- Google claims that Ironwood TPU is 24x faster than El Capitan Supercomputer
- An analyst says Google’s performance comparison is “perfectly silly”
- It’s fine to compare AI systems and HPC machines but they serve different purposes
At the recent Google Cloud Next 2025 event, the tech giant claimed its new Ironwood TPU V7P POD is 24 times faster than El Capitan, the exascale-class supercomputer at Lawrence Livermore National Laboratory.
But Timothy prickett morgan from Then Extplatform has rejected the claim.

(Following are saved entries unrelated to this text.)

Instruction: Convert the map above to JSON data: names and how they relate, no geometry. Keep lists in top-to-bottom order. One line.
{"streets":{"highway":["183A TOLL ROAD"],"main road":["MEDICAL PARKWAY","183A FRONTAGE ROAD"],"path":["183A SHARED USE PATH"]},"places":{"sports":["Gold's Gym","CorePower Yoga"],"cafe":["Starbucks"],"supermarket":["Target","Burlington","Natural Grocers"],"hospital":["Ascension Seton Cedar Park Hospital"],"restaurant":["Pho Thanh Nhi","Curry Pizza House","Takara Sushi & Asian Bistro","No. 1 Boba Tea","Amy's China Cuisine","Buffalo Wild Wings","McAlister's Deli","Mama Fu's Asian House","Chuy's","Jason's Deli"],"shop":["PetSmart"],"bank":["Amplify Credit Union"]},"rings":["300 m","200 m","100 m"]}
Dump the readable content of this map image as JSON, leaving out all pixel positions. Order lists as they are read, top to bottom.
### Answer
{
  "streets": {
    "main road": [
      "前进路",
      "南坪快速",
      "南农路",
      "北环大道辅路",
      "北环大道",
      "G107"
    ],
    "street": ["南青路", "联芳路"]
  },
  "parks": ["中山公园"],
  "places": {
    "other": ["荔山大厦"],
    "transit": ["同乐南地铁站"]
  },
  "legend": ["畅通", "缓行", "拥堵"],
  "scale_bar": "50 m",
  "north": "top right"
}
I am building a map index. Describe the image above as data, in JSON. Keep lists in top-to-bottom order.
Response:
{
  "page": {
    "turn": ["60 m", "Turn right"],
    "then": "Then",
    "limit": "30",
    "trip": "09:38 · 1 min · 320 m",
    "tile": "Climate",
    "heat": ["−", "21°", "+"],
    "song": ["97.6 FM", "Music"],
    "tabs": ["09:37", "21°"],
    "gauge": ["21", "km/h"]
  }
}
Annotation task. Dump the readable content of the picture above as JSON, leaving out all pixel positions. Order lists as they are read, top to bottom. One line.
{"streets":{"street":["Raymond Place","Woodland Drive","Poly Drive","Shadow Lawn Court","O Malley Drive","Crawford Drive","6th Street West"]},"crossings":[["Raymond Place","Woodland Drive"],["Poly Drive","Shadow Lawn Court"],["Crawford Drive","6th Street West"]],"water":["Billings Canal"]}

“Google compares the sustained performance of El Capitan with 44,544 AMD ‘Antares-A’ instinct MI300A Hybrid CPU-GPU Compute engines running High Performance Linpack (HPL) Benchmark at 64-bit fluid point precision against the theoretical top performance of an Ironwood pod with Heoretical Peak Performance. “This is a perfectly silly comparison, and Google’s top brass should not only know better but do it.”
24x performance of El Capitan? No!
Prickett Morgan claims that although such comparisons are valid between AI systems and HPC machines, the two systems serve different purposes -El Capitan is optimized for high precision simulations; Ironwood Pod is tailored to AI-inference and low precision training.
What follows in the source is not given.